Asynchronous Cancellation
-One thread immediately terminates the target thread.
-Canceling a thread asynchronously may not free a necessary system-wide resource since the OS will often reclaim system resources, but not all of them.
-Not recommended in Pthreads documentation.
Deferred Cancellation
-The target thread periodically checks whether it should terminate, allowing it an opportunity to terminate itself in an orderly fashion.
-One thread indicates that a target thread is to be canceled, but cancellation occurs only after the target thread has checked a flag to determine whether or not it should be canceled. Thread can perform this check at a point at which it can be canceled safely.
-In Pthreads, the default cancellation type is deferred.
-Cancellation only occurs when a thread reaches a cancellation point.
-pthread_testcancel() establishes a cancellation point.
-If a cancellation request is found pending, a cleanup handler function is invoked, which allows any resources a thread may have acquired to be released before the thread is terminated.
Thread-Local Storage (TLS) (Threading Issues)
-Allows each thread to have its own copy of data.
-Useful when you do not have control over the thread creation process (i.e. when using a thread pool).
-Different from local variables: Local variables are only visible during a single function invocation, but TLS are visible across function invocations.
-Similar to static data: But TLS data is unique to each thread.
Lightweight Process (LWP)
-An intermediate data structure between the user and kernel threads.
-Many systems implementing many-to-many or the two-level model use this.
-User-thread library sees the LWP as a virtual processor on which the application can schedule a user thread to run.
-Each LWP is attached to a kernel thread, and if a kernel thread blocks, the LWP blocks. The user-level thread attached to the LWP will also block.
-Typically, an LWP is required for each concurrent blocking system call so one LWP is not waiting for another to return.
Scheduler Activation (Threading Issues)
-One scheme for communication between the user-thread library and the kernel.
-Kernel provides an application with a set of virtual processors (LWPs), and the application can schedule user threads onto an available virtual processor.
-Kernel must inform an application about certain events, known as upcall.
-Upcalls are handled by the thread library with an upcall handler, which must run on a virtual processor.
Windows Threads
-Windows implements the Windows API - primary API for Windows 98, NT, 2000, XP, and 7.
-Implements one-to-one mapping.
-Components of a thread include:
1) Unique thread ID.
2) Register set representing the status of the process.
3) User stack when thread is running is user mode and kernel stack when thread is running in kernel mode.
4) Private storage area used by various run-time libraries and dynamic link libraries (DLLs).
-The register set, stacks, and private storage area are known as the context of the thread.
-Primary data structures of a thread include:
1) ETHREAD (executive thread block): Includes pointer to process to which the thread belongs, address of the routine in which the thread starts control, and a pointer to corresponding KTHREAD.
2) KTHREAD (kernel thread block): Includes scheduling and synchronization info for the thread, the kernel stack, and a pointer to the TEB.
3) TEB (thread environment block): Includes thread id, user-mode stack, and an array for thread-local storage.

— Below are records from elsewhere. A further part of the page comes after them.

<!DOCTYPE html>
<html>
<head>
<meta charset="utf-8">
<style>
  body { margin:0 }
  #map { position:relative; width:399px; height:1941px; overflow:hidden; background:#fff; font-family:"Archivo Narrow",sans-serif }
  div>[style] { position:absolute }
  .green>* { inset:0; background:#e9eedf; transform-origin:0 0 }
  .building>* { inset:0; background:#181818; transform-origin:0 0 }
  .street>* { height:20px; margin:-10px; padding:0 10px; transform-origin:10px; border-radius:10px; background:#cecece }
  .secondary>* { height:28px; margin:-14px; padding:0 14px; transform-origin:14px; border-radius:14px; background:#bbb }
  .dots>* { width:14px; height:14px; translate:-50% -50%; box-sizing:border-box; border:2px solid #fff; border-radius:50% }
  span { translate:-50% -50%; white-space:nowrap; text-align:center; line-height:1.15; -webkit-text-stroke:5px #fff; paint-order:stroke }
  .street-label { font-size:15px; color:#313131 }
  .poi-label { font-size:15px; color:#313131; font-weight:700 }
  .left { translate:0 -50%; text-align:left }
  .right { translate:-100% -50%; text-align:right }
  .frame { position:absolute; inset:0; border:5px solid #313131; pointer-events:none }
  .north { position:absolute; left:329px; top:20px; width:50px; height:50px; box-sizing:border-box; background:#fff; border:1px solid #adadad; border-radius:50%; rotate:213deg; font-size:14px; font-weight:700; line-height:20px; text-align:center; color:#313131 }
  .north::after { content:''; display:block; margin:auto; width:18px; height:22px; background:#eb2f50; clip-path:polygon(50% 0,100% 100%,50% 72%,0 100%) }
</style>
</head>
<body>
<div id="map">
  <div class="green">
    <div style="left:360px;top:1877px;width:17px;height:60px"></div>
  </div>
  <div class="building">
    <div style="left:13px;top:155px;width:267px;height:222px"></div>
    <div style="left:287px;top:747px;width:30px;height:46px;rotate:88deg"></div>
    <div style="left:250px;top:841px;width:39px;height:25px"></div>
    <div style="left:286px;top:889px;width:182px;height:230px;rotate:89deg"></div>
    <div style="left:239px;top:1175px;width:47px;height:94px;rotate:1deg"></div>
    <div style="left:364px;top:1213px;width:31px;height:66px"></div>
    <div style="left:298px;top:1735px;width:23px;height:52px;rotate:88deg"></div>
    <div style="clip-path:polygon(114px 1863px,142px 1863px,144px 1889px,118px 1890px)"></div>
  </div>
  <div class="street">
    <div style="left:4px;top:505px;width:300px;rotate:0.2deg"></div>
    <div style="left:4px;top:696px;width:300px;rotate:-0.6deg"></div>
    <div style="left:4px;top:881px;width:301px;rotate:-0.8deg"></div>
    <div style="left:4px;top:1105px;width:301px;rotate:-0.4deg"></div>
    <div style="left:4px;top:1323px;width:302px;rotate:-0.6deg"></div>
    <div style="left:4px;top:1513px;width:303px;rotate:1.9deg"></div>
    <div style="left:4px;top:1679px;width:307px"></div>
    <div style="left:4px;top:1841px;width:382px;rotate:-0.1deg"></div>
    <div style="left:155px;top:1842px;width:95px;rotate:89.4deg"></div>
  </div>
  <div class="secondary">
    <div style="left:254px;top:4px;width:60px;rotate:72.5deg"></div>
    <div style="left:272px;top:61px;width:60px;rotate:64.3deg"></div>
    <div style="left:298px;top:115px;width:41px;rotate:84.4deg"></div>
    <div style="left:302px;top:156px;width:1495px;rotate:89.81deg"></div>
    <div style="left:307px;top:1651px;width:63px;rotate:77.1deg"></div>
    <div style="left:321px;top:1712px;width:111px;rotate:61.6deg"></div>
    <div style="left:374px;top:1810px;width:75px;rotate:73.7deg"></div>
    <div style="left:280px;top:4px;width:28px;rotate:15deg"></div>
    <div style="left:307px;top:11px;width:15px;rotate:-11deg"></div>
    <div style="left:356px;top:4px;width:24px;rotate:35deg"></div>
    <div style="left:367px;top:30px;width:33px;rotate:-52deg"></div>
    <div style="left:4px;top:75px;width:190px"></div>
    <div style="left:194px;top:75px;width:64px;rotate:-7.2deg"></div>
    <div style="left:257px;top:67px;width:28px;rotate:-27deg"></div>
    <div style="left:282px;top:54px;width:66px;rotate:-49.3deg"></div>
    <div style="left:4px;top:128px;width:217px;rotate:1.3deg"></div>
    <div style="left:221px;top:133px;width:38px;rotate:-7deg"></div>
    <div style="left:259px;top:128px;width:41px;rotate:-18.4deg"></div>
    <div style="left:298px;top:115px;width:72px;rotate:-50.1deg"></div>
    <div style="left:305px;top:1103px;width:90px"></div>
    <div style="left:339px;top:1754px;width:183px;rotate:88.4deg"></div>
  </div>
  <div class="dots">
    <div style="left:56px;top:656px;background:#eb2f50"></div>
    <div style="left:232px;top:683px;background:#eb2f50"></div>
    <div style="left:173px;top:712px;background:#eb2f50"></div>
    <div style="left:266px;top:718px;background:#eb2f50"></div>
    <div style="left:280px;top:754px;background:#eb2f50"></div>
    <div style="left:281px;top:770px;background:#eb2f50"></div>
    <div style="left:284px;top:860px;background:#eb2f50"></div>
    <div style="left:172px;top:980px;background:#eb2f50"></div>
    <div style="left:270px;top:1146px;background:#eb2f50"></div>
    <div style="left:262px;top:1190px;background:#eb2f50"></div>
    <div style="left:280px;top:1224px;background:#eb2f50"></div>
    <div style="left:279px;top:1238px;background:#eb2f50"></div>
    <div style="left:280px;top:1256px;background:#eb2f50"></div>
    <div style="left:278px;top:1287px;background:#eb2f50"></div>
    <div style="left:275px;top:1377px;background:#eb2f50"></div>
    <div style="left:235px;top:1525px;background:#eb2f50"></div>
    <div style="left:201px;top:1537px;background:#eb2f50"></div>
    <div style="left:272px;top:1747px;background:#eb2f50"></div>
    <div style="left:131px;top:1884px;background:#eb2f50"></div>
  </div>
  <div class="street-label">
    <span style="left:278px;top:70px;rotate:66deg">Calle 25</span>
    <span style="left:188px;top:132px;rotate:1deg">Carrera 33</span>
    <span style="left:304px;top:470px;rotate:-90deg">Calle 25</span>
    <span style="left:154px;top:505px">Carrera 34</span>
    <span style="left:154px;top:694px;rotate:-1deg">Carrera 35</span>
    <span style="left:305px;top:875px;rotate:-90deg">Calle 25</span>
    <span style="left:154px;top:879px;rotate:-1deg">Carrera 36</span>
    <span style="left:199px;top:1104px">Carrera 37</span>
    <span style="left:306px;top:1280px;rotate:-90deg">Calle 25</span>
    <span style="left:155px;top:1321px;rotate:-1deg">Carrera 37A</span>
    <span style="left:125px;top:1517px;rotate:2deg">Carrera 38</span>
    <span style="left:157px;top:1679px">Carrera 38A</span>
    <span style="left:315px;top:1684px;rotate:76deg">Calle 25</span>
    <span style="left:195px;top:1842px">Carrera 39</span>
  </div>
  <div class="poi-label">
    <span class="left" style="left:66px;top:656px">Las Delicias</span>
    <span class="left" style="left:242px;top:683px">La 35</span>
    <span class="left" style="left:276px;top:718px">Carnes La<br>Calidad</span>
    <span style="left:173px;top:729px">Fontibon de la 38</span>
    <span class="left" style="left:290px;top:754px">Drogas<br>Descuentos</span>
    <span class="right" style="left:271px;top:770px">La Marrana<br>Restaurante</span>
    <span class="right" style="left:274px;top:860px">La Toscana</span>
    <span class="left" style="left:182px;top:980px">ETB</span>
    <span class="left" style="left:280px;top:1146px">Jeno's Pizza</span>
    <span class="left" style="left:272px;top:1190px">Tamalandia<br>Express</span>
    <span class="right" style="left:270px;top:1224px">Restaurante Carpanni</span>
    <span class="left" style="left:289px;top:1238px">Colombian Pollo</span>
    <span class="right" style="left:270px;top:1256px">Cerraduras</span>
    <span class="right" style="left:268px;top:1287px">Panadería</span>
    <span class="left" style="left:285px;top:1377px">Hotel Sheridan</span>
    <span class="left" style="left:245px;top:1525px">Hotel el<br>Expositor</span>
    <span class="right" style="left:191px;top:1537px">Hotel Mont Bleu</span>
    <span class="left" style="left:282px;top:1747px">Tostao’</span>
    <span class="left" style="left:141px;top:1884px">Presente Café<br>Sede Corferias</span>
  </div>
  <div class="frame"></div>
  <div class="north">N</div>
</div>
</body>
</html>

TEB is in user space.
Linux Threads
-Linux provides the fork() system call to duplicate processes, as well as uses the clone() system call to create threads.
-Linux doesn't distinguish between processes and threads; Linux refers to them as tasks.
-When clone() is invoked, it's passed a set of flags that determine how much sharing is to take place between the parent and child tasks.
-In the Linux kernel, a unique kernel data structure (struct task_struct) exists for each task in the system, which contains pointers to other data structures where data for the tasks are stored.